### Task
Take the entries that follow and return exactly the lines from the one holding "Read the street" through the one holding "What data does this", both included. Nothing else is needed.

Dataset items
--- --- ---

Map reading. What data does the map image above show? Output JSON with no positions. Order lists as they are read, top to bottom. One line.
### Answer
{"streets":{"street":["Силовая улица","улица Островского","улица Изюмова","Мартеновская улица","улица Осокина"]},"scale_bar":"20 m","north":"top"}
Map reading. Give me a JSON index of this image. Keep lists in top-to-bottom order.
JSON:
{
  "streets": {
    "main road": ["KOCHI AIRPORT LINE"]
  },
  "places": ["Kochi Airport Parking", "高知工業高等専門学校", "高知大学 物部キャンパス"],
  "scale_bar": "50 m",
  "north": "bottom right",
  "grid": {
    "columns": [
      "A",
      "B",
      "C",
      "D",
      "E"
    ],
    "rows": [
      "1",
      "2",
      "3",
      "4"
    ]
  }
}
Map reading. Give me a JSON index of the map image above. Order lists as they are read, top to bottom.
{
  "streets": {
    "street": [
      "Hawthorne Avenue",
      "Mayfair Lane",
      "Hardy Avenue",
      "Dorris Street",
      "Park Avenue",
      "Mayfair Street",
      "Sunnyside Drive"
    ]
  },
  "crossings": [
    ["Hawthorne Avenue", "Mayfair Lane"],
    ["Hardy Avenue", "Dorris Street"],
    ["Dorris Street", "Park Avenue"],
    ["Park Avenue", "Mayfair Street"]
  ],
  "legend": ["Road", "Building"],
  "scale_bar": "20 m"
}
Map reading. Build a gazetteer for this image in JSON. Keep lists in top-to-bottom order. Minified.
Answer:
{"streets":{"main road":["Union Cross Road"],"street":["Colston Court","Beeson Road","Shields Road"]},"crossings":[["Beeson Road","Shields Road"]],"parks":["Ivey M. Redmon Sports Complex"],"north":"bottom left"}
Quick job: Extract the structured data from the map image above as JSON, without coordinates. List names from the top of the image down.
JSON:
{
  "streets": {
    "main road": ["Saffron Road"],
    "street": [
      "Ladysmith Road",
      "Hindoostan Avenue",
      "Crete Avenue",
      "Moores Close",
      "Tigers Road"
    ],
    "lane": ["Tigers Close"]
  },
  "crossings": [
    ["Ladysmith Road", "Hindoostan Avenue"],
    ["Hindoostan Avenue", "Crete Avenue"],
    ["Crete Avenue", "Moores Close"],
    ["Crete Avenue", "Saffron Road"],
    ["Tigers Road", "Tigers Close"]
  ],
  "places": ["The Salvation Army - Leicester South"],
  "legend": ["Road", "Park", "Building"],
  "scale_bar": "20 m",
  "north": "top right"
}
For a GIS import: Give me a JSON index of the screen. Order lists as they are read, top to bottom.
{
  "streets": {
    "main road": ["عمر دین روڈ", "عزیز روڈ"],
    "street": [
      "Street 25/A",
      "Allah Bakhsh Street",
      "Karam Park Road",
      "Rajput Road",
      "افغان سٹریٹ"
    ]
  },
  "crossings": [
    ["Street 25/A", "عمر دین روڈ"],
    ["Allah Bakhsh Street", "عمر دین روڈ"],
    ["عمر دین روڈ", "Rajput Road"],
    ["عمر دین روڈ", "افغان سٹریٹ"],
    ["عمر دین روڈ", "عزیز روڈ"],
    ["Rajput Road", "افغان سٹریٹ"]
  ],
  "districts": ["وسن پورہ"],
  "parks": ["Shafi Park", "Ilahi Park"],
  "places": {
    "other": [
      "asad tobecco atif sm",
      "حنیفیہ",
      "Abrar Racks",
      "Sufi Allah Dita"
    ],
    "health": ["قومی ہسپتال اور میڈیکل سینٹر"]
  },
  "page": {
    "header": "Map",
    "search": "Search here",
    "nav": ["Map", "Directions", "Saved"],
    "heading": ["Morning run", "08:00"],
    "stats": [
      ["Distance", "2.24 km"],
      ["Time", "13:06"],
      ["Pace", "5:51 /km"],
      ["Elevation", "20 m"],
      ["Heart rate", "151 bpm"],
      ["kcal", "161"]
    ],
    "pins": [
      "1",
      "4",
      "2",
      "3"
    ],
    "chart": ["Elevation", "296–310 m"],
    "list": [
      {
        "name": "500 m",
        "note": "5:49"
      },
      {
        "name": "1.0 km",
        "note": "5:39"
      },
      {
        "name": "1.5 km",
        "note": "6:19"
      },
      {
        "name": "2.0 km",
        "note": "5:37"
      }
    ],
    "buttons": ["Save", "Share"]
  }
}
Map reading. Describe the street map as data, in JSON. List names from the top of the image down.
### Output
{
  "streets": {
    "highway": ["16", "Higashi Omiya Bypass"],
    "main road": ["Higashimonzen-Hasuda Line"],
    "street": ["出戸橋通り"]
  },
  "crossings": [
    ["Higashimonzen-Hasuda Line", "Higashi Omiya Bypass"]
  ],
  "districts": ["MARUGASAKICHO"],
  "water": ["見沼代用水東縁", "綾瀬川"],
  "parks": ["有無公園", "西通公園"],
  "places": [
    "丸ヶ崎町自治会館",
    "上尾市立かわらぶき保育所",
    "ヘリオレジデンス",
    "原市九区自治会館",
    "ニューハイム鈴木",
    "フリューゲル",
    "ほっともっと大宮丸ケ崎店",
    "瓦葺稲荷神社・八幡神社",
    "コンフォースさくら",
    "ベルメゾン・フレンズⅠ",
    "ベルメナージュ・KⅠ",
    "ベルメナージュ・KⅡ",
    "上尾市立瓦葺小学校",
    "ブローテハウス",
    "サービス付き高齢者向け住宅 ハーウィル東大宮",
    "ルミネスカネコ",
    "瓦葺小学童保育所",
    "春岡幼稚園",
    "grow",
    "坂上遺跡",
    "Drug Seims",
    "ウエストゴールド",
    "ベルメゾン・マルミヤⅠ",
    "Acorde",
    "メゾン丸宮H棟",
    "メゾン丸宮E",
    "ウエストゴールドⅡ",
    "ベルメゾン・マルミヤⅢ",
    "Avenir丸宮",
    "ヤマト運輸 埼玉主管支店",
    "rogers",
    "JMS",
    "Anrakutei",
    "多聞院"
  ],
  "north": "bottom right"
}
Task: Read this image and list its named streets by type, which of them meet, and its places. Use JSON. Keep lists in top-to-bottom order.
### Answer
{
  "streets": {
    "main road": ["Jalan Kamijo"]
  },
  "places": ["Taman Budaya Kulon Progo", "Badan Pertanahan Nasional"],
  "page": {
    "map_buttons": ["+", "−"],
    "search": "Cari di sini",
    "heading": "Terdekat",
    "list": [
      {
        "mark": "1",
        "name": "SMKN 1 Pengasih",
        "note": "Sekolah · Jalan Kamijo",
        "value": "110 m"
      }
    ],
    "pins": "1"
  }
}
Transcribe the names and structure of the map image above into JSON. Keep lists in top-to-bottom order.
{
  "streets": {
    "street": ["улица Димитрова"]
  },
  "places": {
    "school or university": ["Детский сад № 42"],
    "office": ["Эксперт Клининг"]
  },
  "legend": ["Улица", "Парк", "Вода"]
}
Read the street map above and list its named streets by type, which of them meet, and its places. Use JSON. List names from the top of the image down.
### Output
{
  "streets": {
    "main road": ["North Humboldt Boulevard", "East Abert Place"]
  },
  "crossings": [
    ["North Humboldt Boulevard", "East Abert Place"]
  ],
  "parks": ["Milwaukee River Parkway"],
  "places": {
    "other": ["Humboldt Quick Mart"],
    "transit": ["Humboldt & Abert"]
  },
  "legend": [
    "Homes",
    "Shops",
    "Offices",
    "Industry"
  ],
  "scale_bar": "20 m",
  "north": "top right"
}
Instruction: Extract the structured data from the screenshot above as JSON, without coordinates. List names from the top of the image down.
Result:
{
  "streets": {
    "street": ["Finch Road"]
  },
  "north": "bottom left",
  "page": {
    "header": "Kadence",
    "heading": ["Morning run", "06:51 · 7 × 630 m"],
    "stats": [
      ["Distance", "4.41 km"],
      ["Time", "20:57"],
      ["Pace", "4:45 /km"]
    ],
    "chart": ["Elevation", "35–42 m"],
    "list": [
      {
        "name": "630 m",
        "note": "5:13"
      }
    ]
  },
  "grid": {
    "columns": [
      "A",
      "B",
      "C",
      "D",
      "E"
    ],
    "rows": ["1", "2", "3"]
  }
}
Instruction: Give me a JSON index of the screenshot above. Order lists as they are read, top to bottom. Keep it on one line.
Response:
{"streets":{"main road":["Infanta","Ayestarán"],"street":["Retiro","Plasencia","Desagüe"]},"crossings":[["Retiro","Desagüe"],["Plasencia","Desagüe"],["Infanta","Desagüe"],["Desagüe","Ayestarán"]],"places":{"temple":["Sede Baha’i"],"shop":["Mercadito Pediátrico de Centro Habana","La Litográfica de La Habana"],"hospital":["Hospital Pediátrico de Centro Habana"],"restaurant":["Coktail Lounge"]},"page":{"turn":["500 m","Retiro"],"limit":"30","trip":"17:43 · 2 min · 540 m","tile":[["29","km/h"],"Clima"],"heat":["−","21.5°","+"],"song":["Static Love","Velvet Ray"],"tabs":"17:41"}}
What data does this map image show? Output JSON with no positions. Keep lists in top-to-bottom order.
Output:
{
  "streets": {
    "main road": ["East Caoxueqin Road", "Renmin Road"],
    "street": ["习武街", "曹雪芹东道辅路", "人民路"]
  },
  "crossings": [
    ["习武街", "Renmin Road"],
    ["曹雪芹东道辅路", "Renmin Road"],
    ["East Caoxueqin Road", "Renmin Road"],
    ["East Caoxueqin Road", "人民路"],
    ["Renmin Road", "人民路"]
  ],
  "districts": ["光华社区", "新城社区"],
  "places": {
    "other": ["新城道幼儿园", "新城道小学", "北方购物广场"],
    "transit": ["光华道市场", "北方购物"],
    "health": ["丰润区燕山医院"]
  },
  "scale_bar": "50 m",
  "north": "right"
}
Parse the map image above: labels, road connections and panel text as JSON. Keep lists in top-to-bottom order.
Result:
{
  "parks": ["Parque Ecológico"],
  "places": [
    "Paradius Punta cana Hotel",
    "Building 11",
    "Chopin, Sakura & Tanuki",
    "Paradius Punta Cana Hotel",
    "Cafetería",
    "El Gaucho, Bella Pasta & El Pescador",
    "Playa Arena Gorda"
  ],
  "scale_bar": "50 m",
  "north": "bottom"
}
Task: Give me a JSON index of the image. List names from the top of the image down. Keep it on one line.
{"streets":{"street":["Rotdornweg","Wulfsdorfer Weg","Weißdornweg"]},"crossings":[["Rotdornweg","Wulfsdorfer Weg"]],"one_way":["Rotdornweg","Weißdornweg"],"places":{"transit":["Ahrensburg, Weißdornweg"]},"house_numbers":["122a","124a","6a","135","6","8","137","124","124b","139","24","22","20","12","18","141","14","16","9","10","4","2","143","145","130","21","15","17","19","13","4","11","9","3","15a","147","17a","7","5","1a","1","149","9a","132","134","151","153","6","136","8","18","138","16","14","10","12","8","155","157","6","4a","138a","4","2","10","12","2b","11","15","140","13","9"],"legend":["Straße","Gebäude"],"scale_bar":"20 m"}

--- --- ---

### Answer for the task
Read the street map above and list its named streets by type, which of them meet, and its places. Use JSON. List names from the top of the image down.
### Output
{
  "streets": {
    "main road": ["North Humboldt Boulevard", "East Abert Place"]
  },
  "crossings": [
    ["North Humboldt Boulevard", "East Abert Place"]
  ],
  "parks": ["Milwaukee River Parkway"],
  "places": {
    "other": ["Humboldt Quick Mart"],
    "transit": ["Humboldt & Abert"]
  },
  "legend": [
    "Homes",
    "Shops",
    "Offices",
    "Industry"
  ],
  "scale_bar": "20 m",
  "north": "top right"
}
Instruction: Extract the structured data from the screenshot above as JSON, without coordinates. List names from the top of the image down.
Result:
{
  "streets": {
    "street": ["Finch Road"]
  },
  "north": "bottom left",
  "page": {
    "header": "Kadence",
    "heading": ["Morning run", "06:51 · 7 × 630 m"],
    "stats": [
      ["Distance", "4.41 km"],
      ["Time", "20:57"],
      ["Pace", "4:45 /km"]
    ],
    "chart": ["Elevation", "35–42 m"],
    "list": [
      {
        "name": "630 m",
        "note": "5:13"
      }
    ]
  },
  "grid": {
    "columns": [
      "A",
      "B",
      "C",
      "D",
      "E"
    ],
    "rows": ["1", "2", "3"]
  }
}
Instruction: Give me a JSON index of the screenshot above. Order lists as they are read, top to bottom. Keep it on one line.
Response:
{"streets":{"main road":["Infanta","Ayestarán"],"street":["Retiro","Plasencia","Desagüe"]},"crossings":[["Retiro","Desagüe"],["Plasencia","Desagüe"],["Infanta","Desagüe"],["Desagüe","Ayestarán"]],"places":{"temple":["Sede Baha’i"],"shop":["Mercadito Pediátrico de Centro Habana","La Litográfica de La Habana"],"hospital":["Hospital Pediátrico de Centro Habana"],"restaurant":["Coktail Lounge"]},"page":{"turn":["500 m","Retiro"],"limit":"30","trip":"17:43 · 2 min · 540 m","tile":[["29","km/h"],"Clima"],"heat":["−","21.5°","+"],"song":["Static Love","Velvet Ray"],"tabs":"17:41"}}
What data does this map image show? Output JSON with no positions. Keep lists in top-to-bottom order.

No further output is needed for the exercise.